Zu den im Bereich der EKD intensiv und kontrovers diskutierten verteidigungs- und deutschlandpolitischen Fragen, die mit der auch zunächst gesamtgesellschaftlich strittigen Westintegration der Bundesrepublik zusammenhingen, schwieg die Kasseler Kirchenleitung weitgehend. Das führt S. vor allem auf notwendige Rücksichtnahmen angesichts der territorialen Zugehörigkeit des kurhessischen Kirchenkreises Schmalkalden zur benachbarten DDR zurück. Ein weiterer Grund für diese Zurückhaltung könnte in der konfessionspolitischen Neutralität der Landeskirche zu sehen sein, da die Positionierungen der Konfliktparteien innerhalb der EKD auch auf unterschiedliche theologisch-ethische Grund entscheidungen zurückzuführen waren. Eine neue Form der Wahrnehmung öffentlicher Verantwortung war die Übernahme gesellschaftsdiakonischer Aufgaben, am deutlichsten ausgeprägt bei der Einrichtung einer professionalisierten industriepfarramtlichen Seelsorge im VW-Werk Kassel-Baunatal. Insgesamt gesehen bescheinigt S. der Wahrnehmung des kirchlichen Öffentlichkeitsauftrags jedoch gut nachvollziehbar einen Mangel an konzeptionellen Überlegungen und an theologischer und sozialwissenschaftlicher Grundlegung (377).

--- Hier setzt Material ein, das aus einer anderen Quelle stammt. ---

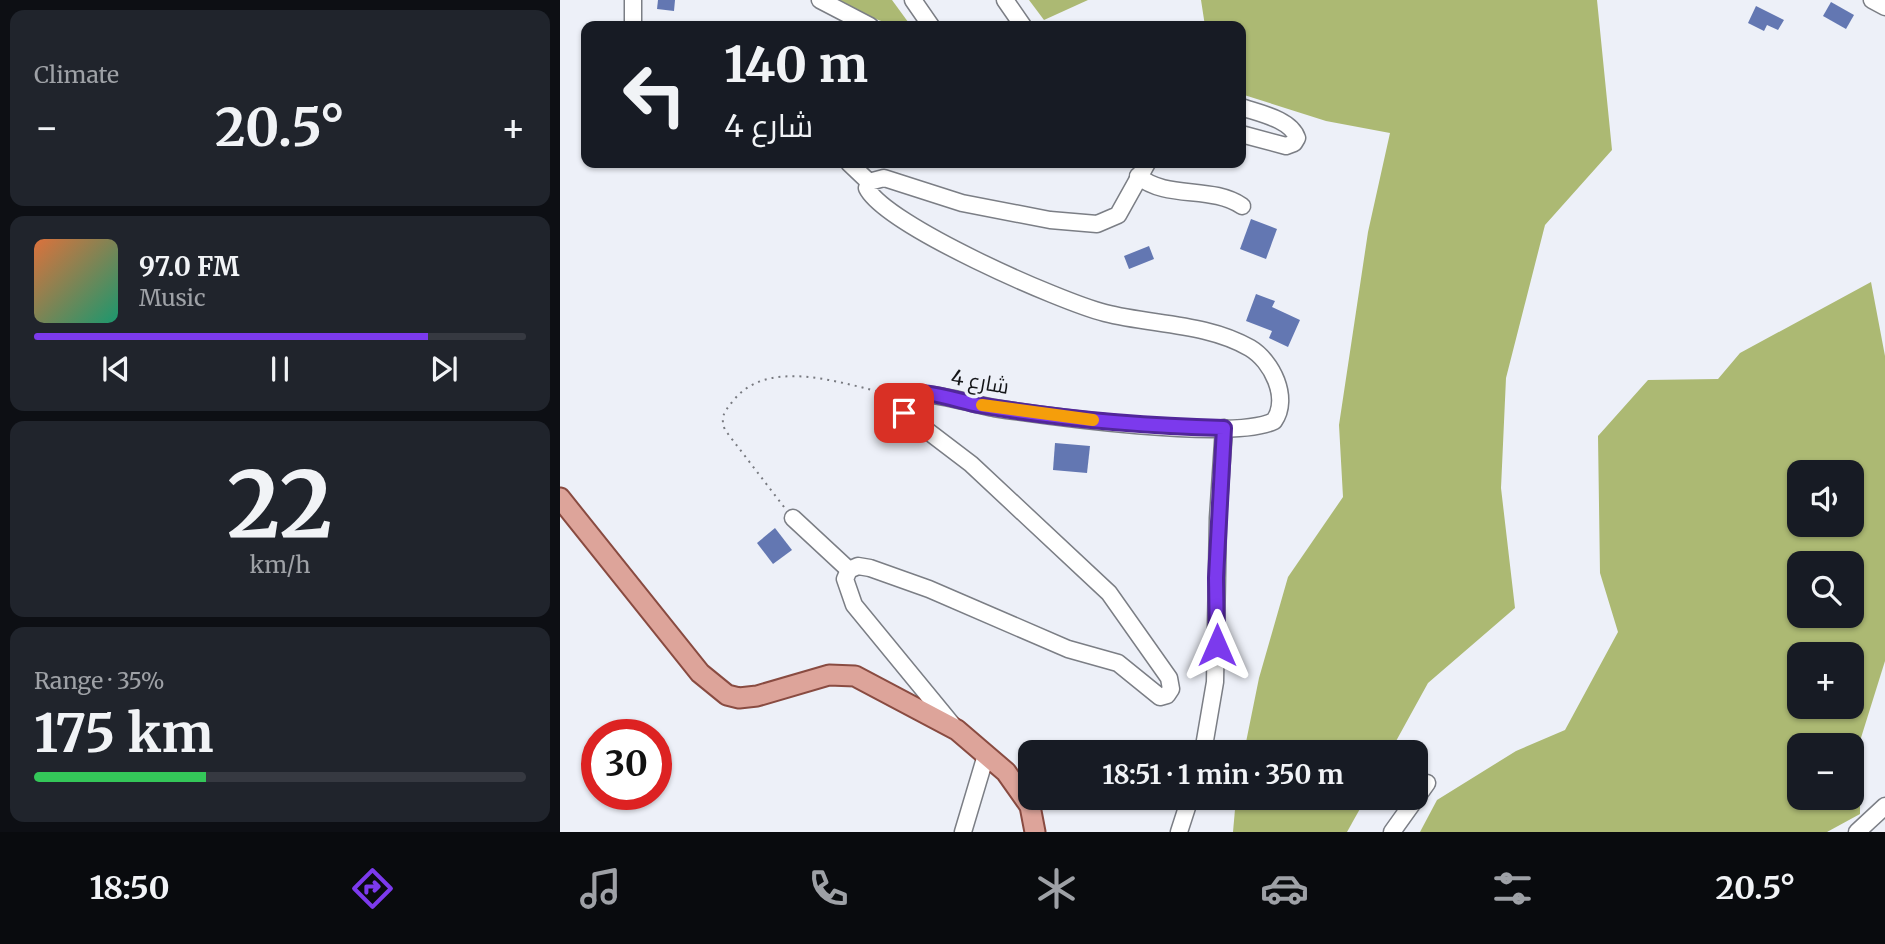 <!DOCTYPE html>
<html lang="en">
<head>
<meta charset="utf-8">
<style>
	:root { --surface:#171b24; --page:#20242c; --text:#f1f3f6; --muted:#9ea1a6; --line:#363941; --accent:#7c3aed }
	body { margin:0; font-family:Merriweather,Cairo,serif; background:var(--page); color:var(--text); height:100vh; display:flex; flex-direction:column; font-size:26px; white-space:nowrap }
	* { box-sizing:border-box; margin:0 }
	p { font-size:23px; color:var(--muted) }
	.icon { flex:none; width:38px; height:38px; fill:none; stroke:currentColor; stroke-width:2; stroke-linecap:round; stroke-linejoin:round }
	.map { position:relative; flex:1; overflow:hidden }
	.drawer { display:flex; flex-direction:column; gap:10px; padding:10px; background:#0d0f14; width:560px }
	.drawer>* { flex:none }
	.guide { position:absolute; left:21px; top:21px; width:665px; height:147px; border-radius:14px; box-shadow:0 2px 5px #0004; background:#171b24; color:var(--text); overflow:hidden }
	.controls { position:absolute; left:1227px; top:460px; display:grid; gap:14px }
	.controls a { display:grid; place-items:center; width:77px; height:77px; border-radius:14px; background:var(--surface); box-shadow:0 2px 5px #0004; font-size:35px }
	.speed { position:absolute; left:21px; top:719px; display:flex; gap:14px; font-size:35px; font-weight:700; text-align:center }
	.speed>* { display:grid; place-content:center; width:91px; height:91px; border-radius:50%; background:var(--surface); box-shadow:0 2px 5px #0004; line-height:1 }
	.speed .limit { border:10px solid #d22; background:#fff; color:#111 }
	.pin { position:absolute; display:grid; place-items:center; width:60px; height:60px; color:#fff; margin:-30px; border-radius:14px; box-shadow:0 4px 10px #0006 }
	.me { position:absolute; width:77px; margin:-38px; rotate:0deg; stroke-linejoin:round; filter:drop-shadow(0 0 5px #0008) }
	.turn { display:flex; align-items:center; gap:24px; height:147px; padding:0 28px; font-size:32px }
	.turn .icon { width:91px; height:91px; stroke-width:2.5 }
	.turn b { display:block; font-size:49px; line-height:60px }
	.big { font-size:52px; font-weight:700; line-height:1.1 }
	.drawer .card { flex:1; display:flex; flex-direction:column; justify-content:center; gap:10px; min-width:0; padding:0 24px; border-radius:14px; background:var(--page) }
	.drawer .dial { align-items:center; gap:0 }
	.dial b { font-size:91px; line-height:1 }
	.song { display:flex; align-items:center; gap:21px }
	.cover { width:84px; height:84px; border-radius:10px; background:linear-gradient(135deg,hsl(20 70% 55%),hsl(160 70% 35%)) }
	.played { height:7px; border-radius:4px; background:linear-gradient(90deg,var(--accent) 80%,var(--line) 80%) }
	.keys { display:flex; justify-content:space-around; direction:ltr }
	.heat { display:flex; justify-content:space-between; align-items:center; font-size:38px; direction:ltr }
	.charge { height:10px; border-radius:5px; background:linear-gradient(90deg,#34c759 35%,var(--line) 0) }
	.trip { position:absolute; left:458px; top:740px; width:410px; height:70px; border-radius:14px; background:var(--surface); box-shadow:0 2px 5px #0004; font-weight:700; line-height:70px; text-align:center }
	.dock { display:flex; height:112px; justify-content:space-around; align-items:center; background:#090b0e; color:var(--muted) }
	.dock .icon { width:49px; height:49px }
	.dock .selected { color:var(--accent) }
	.dock b { font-size:32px; color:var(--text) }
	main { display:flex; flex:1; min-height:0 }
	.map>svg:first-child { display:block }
</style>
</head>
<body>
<main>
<section class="drawer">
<div class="card"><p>Climate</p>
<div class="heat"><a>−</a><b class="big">20.5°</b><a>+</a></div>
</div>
<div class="card">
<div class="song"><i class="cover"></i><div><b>97.0 FM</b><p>Music</p></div></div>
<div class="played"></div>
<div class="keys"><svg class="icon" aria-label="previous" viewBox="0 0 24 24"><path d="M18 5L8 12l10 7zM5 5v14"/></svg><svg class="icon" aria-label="pause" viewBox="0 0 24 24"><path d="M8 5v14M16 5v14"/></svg><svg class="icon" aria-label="next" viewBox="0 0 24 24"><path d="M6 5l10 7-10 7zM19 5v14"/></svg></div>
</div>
<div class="card dial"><b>22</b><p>km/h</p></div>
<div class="card"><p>Range · 35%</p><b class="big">175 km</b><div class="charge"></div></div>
</section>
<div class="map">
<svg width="1325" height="832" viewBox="0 0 1325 832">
	<rect width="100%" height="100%" fill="#edf0f8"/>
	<!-- forest -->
	<g fill="#acb973" fill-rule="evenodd">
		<path d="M278 0H332L351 26C324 26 300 13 278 0Z"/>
		<polygon points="469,0 528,0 484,20"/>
		<polygon points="641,0 1037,0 1052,150 985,225 946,378 941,488 955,608 868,683 830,752 684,752 699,678 728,577 783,497 779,425 808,232 830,133 766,121 681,94 681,26 645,26"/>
		<path d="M1311 282 1325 356V661L1300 741V814L1267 832H860L877 800 956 751 1005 730 1058 632 1040 573 1038 436 1088 380 1158 379 1180 353ZM1292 472V525H1239V472ZM1239 564H1292V616H1239ZM1292 654V707H1239V654ZM1239 746H1292V798H1239Z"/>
		<polygon points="676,798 806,798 787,832 673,832"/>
	</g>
	<!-- building -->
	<g fill="#6377b2">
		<polygon points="98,0 115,0 114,11 97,9"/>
		<polygon points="1271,2 1294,15 1286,29 1263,16"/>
		<polygon points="1196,6 1224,20 1218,30 1207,25 1204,31 1188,23"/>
		<polygon points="691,219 717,229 706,259 680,249"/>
		<polygon points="589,246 594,259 569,269 564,256"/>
		<polygon points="696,294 715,301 712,307 740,320 728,347 709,338 712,331 686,321"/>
		<polygon points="495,443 530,446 527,473 493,470"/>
		<polygon points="215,528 232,550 213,564 197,543"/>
	</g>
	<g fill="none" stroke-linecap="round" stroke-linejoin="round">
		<!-- minor casing -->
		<g stroke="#7b7e85" stroke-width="19">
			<g id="minor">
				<polyline points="73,0 73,26"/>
				<polyline points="260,0 310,26"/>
				<polyline points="353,0 371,26"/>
				<polyline points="445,0 463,26"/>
				<polyline points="1312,0 1325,7"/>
				<path d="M681 107C698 113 731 119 737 138L734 143 726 146 681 134"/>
				<polyline points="289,163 309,182"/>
				<path d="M578 176C607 200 651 185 682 206"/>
				<polyline points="233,518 289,570"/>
				<path d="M395 728 294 605 285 579 289 570 298 566 310 568 369 589 508 649 558 663 600 697 607 695 611 689 609 678 549 593 411 464 344 413 340 407V397C358 387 412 404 434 408 487 416 672 442 714 421 730 398 712 361 690 348 647 323 592 325 545 313 501 302 325 225 307 188L309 182 324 178 402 203 490 220 537 224 558 215 587 163"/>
				<polyline points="643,752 655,682 658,518 664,428"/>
				<polyline points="403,832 426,755"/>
				<polyline points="619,832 630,798"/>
				<polyline points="832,832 867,783"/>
				<polyline points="1297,832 1325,806"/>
			</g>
		</g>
		<!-- major casing -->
		<g stroke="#894b41" stroke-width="23">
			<polyline id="major" points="0,498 140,673 167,695 179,698 197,696 269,675 295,676 397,730 446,772 470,806 475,832"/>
		</g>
		<!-- path -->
		<path stroke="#787a80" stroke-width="2" stroke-dasharray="2 5" stroke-linecap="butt" d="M224 507 165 430C160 417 164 412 173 401 208 356 283 384 329 394"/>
		<!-- minor -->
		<use href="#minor" stroke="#fff" stroke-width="16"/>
		<!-- major -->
		<use href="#major" stroke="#dda49a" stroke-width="19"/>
	</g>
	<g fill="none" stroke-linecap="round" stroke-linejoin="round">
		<!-- route casing -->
		<g stroke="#51269a" stroke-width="18">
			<path id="route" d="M344 413 338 401 340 397C360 386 397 401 419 405 500 419 582 426 664 428L656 578 657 645"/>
		</g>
		<!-- route -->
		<use href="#route" stroke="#7c3aed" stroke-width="12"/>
		<!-- slow -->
		<polyline stroke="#f59e0b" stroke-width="12" points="422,405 533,420"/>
	</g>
	<g text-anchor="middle" stroke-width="7" stroke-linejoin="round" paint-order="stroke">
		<!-- street labels -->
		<g font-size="21" fill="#151619" stroke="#edf0f8">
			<text transform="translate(420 382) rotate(10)" y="7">شارع 4</text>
		</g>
	</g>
</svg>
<div class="controls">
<a><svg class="icon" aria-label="sound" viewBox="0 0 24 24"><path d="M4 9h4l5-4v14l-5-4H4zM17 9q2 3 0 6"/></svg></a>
<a><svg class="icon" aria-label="search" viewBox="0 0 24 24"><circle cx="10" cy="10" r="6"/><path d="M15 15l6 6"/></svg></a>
<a>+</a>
<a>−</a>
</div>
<div class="speed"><div class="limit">30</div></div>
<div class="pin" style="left:344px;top:413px;background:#d93025"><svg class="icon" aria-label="arrive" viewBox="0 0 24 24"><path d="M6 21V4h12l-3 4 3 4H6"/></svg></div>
<svg class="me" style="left:657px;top:645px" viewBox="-20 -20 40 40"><path d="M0-17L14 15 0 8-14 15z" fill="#7c3aed" stroke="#fff" stroke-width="4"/></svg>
<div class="trip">18:51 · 1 min · 350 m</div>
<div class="guide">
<div class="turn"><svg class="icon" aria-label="left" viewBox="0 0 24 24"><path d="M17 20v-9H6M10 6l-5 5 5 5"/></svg><div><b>140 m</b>شارع 4</div></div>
</div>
</div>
</main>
<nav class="dock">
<b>18:50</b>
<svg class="icon selected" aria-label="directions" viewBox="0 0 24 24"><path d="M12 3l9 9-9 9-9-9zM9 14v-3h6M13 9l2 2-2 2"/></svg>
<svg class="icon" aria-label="music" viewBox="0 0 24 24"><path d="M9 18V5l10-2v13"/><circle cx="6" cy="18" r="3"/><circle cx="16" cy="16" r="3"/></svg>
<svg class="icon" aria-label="phone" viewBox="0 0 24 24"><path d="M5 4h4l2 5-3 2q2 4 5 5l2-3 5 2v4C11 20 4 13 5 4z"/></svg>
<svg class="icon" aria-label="climate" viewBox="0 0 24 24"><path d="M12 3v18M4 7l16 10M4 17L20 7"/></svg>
<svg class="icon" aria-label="car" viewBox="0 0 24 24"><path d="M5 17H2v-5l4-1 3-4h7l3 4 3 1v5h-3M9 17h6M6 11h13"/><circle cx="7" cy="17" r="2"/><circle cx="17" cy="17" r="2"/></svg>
<svg class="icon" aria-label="filters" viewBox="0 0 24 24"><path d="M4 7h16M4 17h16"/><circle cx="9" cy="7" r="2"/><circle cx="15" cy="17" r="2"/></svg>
<b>20.5°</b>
</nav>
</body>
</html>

Seit 1959 wurden in der Landeskirche – wie auch in der bundesdeutschen Gesellschaft – Wünsche nach Reformen lauter, vor allem das synodale Selbstbewusstsein wuchs. Die daraus entstandenen Spannungen waren ein wesentlicher Grund für Wüstemanns Eintritt in den vorzeitigen Ruhestand zum 1. Januar 1963. Die neue landeskirchliche Grundordnung von 1967 stärkte unter anderem die Kompetenzen der Synode und eröffnete erweiterte Perspektiven.